Check each line of the data below for the string "linecap". Then give the number of lines that have it, without anything else.

[Opening SUPPLIED MATERIAL section]

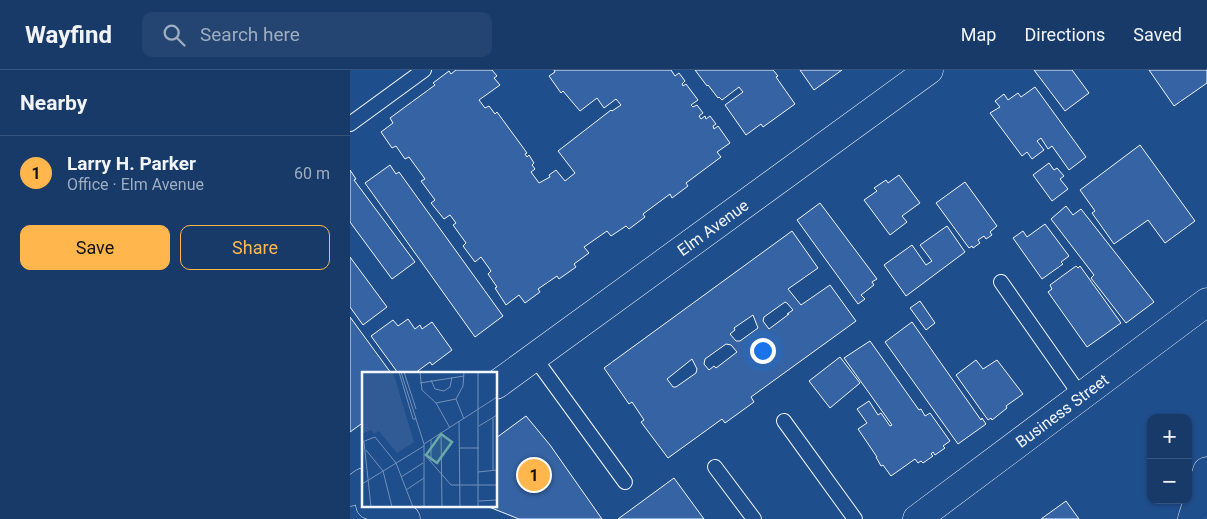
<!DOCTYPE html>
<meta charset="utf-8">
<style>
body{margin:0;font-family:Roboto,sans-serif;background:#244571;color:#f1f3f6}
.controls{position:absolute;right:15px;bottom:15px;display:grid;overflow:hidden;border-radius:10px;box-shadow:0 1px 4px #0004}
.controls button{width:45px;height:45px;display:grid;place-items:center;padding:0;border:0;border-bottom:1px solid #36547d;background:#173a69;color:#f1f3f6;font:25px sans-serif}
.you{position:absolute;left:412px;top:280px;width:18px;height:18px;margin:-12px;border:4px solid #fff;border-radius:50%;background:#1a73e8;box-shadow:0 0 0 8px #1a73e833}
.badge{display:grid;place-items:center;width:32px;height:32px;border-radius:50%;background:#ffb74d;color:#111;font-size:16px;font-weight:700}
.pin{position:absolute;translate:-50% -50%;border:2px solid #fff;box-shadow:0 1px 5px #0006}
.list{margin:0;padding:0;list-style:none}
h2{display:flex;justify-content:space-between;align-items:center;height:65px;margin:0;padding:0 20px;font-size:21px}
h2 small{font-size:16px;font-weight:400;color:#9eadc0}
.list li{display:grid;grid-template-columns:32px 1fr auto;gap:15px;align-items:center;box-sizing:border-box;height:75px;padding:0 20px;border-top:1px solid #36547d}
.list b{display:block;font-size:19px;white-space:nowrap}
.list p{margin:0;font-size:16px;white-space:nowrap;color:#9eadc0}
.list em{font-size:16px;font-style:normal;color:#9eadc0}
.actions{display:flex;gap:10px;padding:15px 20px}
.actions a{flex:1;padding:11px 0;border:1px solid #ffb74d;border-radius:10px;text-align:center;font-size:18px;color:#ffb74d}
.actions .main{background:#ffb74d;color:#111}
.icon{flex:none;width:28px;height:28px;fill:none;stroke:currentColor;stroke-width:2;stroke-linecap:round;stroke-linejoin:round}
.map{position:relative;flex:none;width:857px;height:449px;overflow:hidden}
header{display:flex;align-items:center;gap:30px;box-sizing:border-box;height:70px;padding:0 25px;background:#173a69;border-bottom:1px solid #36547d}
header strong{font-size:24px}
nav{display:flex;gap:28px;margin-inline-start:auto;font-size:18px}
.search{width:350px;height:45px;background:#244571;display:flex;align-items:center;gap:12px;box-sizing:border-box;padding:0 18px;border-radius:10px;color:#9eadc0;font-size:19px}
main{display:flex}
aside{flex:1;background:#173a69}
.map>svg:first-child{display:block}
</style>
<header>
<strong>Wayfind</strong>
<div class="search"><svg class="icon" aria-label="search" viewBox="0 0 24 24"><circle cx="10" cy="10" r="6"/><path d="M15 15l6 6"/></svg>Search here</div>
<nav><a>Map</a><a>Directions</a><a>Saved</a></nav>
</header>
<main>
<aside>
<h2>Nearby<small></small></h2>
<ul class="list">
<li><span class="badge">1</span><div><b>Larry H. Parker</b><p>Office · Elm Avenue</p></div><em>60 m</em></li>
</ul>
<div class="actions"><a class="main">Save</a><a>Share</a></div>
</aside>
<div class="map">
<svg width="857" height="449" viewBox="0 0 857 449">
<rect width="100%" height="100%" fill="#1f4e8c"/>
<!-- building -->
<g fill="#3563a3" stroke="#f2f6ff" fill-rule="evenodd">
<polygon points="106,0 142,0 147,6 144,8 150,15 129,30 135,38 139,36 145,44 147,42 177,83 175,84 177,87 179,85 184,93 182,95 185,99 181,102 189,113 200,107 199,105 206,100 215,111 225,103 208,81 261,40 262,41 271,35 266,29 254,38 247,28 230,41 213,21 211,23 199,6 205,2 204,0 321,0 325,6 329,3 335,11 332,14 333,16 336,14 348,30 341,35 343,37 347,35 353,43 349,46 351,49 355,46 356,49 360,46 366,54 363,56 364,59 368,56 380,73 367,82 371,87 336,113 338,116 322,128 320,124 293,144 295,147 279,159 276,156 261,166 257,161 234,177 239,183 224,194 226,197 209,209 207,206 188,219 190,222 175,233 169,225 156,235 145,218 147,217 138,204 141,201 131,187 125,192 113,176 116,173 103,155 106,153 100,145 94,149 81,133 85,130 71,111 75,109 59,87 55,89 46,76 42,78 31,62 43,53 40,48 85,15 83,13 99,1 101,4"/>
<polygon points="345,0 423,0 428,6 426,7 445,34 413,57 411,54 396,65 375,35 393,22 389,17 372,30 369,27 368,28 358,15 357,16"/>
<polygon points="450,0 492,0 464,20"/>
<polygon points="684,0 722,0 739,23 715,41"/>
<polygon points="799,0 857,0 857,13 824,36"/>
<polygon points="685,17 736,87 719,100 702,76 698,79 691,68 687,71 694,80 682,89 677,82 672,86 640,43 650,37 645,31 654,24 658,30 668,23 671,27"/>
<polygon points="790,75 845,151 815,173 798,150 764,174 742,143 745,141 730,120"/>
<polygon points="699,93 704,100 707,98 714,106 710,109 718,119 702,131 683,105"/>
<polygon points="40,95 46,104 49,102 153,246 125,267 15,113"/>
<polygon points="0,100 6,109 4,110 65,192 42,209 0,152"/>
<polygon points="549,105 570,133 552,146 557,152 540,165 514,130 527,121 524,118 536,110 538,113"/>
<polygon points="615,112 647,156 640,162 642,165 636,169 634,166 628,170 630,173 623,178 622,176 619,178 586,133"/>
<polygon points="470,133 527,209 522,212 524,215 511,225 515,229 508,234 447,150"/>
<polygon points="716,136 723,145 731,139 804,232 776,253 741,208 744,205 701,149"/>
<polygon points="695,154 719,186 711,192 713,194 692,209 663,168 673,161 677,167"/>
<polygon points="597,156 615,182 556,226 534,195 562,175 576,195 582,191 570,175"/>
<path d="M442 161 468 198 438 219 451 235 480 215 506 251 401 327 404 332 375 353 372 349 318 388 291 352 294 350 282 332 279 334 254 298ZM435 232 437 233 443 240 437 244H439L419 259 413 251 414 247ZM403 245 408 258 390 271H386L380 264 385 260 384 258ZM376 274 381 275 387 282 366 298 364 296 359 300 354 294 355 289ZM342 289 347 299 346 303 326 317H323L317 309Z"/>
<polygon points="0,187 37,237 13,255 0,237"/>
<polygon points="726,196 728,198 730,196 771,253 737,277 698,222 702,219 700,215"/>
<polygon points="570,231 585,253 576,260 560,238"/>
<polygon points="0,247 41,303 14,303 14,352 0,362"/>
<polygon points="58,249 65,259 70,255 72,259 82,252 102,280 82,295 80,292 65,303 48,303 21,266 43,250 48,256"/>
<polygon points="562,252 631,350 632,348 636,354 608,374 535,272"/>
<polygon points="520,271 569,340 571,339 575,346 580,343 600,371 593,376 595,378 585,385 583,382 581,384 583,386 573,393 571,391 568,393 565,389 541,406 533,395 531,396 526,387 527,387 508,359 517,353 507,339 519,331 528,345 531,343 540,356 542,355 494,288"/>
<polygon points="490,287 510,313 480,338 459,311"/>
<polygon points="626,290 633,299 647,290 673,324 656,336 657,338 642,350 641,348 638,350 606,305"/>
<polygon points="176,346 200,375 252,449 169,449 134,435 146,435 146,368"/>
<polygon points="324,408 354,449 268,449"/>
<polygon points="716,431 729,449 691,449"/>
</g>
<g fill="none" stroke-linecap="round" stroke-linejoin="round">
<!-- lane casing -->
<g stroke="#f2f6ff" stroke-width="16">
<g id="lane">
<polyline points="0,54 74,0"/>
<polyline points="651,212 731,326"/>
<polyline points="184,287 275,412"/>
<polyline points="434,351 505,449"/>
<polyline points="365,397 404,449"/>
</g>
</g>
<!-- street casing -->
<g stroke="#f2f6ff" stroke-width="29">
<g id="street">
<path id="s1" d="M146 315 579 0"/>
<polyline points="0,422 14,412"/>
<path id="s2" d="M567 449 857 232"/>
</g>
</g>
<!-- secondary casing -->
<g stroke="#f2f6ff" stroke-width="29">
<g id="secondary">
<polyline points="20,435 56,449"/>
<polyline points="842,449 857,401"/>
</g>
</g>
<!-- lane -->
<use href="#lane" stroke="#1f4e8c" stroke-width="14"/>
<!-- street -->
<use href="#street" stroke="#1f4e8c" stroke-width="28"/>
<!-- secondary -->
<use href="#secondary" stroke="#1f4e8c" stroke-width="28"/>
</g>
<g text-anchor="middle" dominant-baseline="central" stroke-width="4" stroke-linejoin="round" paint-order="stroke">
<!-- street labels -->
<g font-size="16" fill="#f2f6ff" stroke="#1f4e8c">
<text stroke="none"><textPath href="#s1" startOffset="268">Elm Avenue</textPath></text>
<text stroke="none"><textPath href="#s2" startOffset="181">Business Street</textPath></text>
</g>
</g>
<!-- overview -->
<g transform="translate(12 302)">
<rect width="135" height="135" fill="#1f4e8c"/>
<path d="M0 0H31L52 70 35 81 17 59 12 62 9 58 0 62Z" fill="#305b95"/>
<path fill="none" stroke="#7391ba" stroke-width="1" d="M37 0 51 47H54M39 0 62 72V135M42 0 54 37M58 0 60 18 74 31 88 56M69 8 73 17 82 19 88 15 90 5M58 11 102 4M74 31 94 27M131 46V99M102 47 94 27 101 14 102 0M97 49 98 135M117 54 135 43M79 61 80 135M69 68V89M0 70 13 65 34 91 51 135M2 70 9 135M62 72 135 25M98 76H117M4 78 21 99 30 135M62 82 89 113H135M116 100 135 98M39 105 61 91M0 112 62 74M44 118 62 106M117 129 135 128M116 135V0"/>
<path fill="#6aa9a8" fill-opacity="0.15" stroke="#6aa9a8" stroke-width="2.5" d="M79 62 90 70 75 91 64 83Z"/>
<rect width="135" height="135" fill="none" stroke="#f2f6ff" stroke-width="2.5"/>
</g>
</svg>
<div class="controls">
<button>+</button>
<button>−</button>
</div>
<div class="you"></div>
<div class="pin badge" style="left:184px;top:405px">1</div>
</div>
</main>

[Closing SUPPLIED MATERIAL section]

REPLY:
2